Para Ferreira, outro problema do novo programa é que ele desmonta a estrutura de monitoramento social vinculada ao Cadastro Único, instrumento que hoje permite o acesso do beneficiário a diferentes programas sociais.
Já Menezes Filho avalia que a opção do governo de centrar o acesso dos usuários ao novo programa no aplicativo, a exemplo do que foi feito no auxílio emergencial, pode dar maior agilidade à política de transferência de renda.
Ambos concordam, porém, que teria sido muito mais fácil melhorar o Bolsa Família, em vez de criar todo um novo programa do zero. "O que precisaria fazer era acabar com a fila, aumentar o valor e usar o aplicativo. Não precisava de novo projeto de lei, mudar o nome, nada disso, eram só ajustes operacionais", defende o professor do Insper.
'Sei lá se vai dar certo'
Enquanto o governo busca uma solução para financiar o novo programa, as incertezas dos beneficiários permanecem.

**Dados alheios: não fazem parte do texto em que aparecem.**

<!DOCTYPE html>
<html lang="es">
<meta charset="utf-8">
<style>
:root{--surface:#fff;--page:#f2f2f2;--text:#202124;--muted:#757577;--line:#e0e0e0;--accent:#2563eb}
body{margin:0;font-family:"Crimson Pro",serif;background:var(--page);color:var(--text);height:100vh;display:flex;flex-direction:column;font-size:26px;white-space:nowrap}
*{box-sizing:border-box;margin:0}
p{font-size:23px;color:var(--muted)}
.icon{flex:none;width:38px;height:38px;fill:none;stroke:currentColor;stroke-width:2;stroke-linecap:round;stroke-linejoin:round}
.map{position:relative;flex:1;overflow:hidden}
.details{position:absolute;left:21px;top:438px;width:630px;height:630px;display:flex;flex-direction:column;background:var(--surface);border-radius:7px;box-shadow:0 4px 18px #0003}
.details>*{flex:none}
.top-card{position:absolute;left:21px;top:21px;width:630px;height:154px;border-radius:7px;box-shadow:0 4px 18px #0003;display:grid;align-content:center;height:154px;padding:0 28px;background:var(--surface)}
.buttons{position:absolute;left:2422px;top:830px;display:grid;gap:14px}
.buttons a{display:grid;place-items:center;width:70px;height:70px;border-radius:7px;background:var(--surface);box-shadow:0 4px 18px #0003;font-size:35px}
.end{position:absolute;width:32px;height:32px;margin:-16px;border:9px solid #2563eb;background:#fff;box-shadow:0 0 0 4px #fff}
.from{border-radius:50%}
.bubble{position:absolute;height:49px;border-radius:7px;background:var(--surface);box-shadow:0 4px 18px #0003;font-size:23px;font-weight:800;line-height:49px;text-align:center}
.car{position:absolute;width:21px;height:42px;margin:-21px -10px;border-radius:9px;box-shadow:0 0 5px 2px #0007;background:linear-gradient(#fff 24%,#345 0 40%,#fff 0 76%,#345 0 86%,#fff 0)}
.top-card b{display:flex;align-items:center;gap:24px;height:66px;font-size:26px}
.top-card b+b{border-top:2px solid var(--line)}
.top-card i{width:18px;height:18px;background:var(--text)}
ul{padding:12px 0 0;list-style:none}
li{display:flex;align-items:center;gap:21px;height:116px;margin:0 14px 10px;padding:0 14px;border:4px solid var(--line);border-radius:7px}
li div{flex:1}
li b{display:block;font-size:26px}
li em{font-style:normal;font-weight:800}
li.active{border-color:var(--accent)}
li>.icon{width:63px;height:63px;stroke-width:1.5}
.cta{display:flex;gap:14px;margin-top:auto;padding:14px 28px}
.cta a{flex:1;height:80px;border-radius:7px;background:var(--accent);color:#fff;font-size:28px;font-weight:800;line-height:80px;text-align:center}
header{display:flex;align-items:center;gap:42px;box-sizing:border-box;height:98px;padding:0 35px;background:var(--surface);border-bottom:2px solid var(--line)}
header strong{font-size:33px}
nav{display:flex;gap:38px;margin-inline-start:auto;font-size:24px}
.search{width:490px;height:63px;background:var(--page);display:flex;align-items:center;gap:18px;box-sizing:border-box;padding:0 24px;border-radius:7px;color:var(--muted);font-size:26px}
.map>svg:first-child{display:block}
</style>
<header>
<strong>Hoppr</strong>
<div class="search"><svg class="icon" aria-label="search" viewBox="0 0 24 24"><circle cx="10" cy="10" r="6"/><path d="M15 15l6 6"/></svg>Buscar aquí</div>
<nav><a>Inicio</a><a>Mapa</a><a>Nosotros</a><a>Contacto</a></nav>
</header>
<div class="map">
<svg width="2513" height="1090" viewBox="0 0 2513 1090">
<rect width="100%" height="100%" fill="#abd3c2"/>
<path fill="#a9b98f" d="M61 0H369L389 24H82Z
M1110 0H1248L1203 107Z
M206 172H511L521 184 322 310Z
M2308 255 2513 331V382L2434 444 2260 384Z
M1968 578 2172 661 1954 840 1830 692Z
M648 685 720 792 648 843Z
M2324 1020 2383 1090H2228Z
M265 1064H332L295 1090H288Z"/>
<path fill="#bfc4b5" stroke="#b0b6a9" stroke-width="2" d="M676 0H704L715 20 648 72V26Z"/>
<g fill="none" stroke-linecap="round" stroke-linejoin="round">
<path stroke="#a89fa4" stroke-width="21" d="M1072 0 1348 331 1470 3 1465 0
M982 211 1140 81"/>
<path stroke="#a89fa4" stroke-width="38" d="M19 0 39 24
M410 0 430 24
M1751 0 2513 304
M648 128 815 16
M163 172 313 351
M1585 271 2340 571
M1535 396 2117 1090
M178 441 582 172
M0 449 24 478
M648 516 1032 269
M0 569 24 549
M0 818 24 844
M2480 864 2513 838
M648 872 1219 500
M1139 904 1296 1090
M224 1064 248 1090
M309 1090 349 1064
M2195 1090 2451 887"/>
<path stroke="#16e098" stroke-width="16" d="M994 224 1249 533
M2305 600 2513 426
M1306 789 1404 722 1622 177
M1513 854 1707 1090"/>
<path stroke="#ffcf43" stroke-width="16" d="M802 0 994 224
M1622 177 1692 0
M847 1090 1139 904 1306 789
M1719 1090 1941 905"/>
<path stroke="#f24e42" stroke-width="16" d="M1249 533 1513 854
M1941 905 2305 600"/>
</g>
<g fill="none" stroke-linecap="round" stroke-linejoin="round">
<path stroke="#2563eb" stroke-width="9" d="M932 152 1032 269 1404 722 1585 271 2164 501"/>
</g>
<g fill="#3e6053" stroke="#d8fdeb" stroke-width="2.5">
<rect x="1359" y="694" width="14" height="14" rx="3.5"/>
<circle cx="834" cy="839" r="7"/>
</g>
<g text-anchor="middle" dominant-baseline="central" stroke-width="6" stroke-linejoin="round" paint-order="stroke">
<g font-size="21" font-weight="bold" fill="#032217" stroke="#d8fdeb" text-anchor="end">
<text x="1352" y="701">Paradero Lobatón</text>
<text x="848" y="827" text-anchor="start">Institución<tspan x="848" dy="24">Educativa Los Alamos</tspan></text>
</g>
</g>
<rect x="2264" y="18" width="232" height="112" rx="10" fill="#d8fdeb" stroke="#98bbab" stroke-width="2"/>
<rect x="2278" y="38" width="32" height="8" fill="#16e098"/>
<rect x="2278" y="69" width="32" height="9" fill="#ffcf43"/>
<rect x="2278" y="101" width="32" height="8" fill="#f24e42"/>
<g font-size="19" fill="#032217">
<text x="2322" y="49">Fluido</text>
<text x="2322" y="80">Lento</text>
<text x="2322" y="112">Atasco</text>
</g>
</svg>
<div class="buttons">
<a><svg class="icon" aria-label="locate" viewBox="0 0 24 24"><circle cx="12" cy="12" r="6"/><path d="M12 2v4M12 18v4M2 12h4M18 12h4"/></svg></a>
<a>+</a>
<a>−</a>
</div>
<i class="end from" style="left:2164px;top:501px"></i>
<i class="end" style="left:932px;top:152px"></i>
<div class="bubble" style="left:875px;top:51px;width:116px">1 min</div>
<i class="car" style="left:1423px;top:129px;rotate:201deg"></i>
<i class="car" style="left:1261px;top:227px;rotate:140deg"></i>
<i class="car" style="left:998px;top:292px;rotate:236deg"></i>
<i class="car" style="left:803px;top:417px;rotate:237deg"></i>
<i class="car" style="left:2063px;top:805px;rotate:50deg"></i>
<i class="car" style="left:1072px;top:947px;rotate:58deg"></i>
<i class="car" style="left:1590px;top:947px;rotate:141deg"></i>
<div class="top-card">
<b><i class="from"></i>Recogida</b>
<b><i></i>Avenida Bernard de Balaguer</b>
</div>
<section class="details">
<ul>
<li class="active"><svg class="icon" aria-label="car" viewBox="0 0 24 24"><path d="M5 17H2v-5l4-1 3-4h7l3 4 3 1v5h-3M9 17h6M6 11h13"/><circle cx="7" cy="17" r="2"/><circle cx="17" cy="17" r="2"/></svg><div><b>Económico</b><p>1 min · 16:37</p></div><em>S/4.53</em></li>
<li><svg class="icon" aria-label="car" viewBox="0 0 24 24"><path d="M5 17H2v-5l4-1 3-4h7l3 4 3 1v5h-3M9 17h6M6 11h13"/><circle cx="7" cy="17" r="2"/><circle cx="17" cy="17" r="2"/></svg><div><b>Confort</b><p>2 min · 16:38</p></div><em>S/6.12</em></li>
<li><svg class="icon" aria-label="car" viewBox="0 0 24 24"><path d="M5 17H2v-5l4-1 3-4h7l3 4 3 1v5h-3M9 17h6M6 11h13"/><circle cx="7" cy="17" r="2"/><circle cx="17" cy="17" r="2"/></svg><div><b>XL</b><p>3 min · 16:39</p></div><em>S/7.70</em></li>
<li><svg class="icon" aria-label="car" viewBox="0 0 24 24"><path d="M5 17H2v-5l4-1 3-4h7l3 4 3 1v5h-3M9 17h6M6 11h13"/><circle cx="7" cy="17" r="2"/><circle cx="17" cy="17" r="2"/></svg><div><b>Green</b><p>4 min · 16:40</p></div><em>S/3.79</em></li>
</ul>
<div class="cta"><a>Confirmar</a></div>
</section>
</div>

"A gente tem muitas dúvidas. Sei lá se esse novo programa vai dar certo ou não, se muita gente pode ficar de fora depois que mudar. Tenho muita dúvida mesmo", diz Arlete Vitório, de 56 anos e também moradora da Fazenda da Juta, na região Sudeste de São Paulo.
Mãe de um menino com problemas de saúde, cujos cuidados dificultam a ela voltar ao mercado de trabalho, Arlete vive atualmente apenas com a renda de R$ 375 do Auxílio Emergencial e alguma ajuda de seus irmãos. Antes do auxílio, recebia R$ 164 do Bolsa Família.
Segundo ela, não saber o futuro do Bolsa Família gera muita insegurança. "Pouco ou muito, você sabe que vai receber, depois que começar a mudar, eu não sei mais de nada", afirma.
"Cada hora eles falam uma coisa. Deveria ter uma explicação bem melhor e certa, que eles falem e seja aquilo, porque cada hora eles mudam de plano, mudam de opinião. Tinha que ser uma coisa mais sensata, porque as pessoas estão precisando muito", opina a dona de casa.
Sabrina Viana de Souza, de 22 anos e moradora do município de Caucaia, no Ceará, compartilha da mesma opinião. Ela é mãe de um menino de 1 ano e 7 meses e vive com cerca de R$ 400, sendo R$ 250 do Auxílio Emergencial e o resto da venda de trufas. Antes do auxílio, com o Bolsa Família, recebia do programa R$ 130.
"Eu ainda não sei como vai funcionar essa mudança. A gente fica pensando: se diminuir, se aumentar, se acabar, pode prejudicar a gente de alguma forma", afirma. "O dinheiro [do auxílio] vai todo para as coisas do bebê, com as trufas compramos os alimentos, só com elas seria muito pouco."
"Eles tinham que explicar melhor, detalhadamente, porque mesmo eles falando, a gente não consegue entender como vai ser realmente. Deixa muito a desejar o jeito que eles falam."